|Chicago Tribune, july 1st 1993|
Alternative Guitar Rock Shows Its Many Moods
by Brad Webber
The Trash Can Sinatras and Radiohead, two quintets from the British Isles, may be the yin and yang of alternative guitar rock - with the former's dizzyingly textured strumming playing against the latter's acidic, driving picking.
Oxford, England's Radiohead plunged into the maelstrom of guitar-centered rock as the headliner of the soldout show Wednesday night at Metro.
Dressed like the mod, odd denizens of The Village from the '60s TV show "The Prisoner," singer/guitarist Thom E. Yorke and lead guitarist Jonny Greenwood ambled about in horizontal striped sailor shirts anchored by dark jeans.

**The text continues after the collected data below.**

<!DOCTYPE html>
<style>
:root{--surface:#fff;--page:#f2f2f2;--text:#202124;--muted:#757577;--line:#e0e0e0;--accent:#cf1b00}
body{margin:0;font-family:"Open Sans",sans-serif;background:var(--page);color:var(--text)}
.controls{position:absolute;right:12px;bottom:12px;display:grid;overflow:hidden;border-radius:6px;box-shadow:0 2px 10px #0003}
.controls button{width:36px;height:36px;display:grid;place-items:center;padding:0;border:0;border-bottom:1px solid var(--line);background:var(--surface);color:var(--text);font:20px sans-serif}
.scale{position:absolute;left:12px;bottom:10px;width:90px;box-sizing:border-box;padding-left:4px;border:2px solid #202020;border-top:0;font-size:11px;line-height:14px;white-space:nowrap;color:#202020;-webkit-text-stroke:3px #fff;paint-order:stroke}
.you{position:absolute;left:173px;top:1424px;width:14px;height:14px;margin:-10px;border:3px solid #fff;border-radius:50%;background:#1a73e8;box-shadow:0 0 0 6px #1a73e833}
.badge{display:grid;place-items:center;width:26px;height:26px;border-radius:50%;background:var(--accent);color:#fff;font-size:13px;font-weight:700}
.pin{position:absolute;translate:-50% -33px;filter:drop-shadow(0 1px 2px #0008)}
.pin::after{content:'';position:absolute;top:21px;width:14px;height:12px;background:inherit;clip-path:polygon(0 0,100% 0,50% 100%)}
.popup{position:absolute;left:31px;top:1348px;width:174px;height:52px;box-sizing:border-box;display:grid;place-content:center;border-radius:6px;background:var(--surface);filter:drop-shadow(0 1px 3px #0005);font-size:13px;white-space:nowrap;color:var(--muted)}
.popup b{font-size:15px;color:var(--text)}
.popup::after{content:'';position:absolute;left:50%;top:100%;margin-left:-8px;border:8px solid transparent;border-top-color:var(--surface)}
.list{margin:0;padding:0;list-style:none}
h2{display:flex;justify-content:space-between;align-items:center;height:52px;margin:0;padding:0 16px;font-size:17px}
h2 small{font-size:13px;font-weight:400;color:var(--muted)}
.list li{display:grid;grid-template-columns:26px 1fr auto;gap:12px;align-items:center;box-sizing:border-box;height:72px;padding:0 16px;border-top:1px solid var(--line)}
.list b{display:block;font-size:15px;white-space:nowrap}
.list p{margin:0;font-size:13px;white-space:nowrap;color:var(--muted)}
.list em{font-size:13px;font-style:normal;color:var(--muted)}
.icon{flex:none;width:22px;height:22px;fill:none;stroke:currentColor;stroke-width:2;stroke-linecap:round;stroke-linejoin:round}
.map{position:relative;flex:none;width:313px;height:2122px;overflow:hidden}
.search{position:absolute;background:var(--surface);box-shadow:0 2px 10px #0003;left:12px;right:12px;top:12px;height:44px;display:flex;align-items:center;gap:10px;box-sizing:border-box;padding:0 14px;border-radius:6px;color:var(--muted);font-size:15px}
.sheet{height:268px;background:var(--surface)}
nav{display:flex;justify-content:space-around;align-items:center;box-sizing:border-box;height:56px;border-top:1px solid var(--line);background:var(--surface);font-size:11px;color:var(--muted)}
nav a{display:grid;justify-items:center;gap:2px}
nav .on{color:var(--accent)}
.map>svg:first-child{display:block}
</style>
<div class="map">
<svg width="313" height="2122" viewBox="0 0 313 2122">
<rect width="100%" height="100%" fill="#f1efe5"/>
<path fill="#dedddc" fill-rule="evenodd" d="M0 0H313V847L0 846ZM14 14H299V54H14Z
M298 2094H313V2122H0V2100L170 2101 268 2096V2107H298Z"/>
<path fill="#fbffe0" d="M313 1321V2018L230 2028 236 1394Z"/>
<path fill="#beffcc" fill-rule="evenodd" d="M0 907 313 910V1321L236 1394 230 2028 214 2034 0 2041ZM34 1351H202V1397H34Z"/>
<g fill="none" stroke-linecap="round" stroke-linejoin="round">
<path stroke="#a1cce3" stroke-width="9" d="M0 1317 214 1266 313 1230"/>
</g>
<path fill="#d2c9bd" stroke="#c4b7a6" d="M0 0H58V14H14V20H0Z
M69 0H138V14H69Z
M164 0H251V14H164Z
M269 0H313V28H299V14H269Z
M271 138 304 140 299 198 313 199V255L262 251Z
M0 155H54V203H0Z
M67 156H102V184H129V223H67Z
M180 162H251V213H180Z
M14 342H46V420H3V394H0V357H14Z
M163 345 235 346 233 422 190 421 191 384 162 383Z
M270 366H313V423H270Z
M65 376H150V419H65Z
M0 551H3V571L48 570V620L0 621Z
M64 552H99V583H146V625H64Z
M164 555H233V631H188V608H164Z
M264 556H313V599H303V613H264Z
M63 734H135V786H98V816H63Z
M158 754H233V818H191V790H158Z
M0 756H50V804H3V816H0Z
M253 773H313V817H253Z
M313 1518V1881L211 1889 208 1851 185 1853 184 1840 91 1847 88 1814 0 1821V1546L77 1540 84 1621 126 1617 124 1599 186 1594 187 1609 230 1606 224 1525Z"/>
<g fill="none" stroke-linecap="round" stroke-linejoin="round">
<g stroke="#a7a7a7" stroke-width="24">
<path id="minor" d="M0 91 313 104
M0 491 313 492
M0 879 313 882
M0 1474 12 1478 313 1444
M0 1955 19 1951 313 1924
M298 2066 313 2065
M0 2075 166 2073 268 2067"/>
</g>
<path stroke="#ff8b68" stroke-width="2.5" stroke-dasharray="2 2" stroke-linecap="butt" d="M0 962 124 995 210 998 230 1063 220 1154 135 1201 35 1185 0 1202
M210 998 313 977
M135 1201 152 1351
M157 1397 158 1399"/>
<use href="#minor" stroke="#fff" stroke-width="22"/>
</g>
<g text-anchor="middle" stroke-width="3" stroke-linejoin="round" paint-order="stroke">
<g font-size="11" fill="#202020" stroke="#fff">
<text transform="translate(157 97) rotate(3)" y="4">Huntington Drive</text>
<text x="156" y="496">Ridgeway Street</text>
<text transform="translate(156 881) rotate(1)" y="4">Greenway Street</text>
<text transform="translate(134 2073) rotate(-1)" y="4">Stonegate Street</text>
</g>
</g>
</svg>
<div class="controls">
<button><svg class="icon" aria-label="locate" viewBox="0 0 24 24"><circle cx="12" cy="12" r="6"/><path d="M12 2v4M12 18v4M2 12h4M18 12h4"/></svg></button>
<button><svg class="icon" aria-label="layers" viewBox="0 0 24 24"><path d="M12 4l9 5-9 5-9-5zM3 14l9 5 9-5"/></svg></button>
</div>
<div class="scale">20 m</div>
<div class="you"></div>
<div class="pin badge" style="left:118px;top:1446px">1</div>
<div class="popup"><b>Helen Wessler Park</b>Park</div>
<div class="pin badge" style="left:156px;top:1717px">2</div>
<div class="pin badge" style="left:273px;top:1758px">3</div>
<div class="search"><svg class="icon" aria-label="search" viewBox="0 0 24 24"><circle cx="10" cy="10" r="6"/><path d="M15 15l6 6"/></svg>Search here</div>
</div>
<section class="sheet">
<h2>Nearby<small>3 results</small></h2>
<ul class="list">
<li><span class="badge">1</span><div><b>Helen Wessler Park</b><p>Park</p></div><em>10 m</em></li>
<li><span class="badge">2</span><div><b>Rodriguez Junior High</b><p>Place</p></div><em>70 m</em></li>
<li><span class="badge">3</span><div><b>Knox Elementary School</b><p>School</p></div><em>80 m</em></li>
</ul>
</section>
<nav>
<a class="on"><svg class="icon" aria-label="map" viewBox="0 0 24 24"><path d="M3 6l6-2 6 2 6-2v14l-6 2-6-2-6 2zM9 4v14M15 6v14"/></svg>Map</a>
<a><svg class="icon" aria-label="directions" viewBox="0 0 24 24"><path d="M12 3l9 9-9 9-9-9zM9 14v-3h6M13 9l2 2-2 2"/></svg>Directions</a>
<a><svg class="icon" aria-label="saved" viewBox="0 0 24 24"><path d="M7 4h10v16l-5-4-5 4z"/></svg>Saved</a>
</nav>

Holding his arms as if constrained by a straitjacket, Yorke mumbled his way through the caustic "Creep," a modern rock track of minor notoriety, thanks to MTV. The rather waggish rendition ("I want you to notice/I'm something special/So (expletive) special/Cause I'm a creep") spurred a sing-along. Part farce, part act of self-realization, the deprecating tune was hammered out with conviction by Yorke.
Throughout the 17-song, hour-plus set, the platinum-locked Yorke - an unlikely sex object at about 110 pounds wet - staggered about in a Jagger-style, buttocks-out chicken walk. Facial contortions are the singer's stock in trade: He pouted, almost breaking into a full-blown bawl in spots.
Riveted to the feedback-riddled sound, second guitarist Ed O'Brien's guitar wobbled with superb wah-wah effects on "Stop Whispering."
Like most of the songs grabbed from the group's debut album "Pablo Honey" (Capitol), "Anyone Can Play Guitar" left little white space as the three guitarists filled every gap with blazing, sometimes groovy ("Puck is Dead") licks.
Likewise drowsy, the Trash Can Sinatras weighed in with rich, resonant strumming and lyrics suggesting Highland peat bogs and languishing coastal tides. Singer Frank Reader, absorbed by his own folksy minstrelsy, lurched spastically on the lip of the stage, encouraging a rapport that was slow in coming.
"Hayfever," from the troupe's second album, "I've Seen Everything" (London/Go!Discs), finally garnered appreciation, along with "Obscurity Knocks," from 1991's "Cake" LP.
Guitarists Paul Livingston (who also performed backing-vocal duties) and John Douglas, bassist David Hughes and drummer Stephen Douglas reeled in melodious pop hooks tempered by the misty broodiness typical of pasty-skinned U.K. bands. Compared with the band's fine LPs, the set was a bit disappointing, though; the song "I've Seen Everything" lacked the melancholy brass accompaniment that proved crucial. And Reader's voice was lost in the cavernous reverberations of bass early on. But the Trash Cans finally latched onto the right mix and delivered dreamy, trance-inducing frets.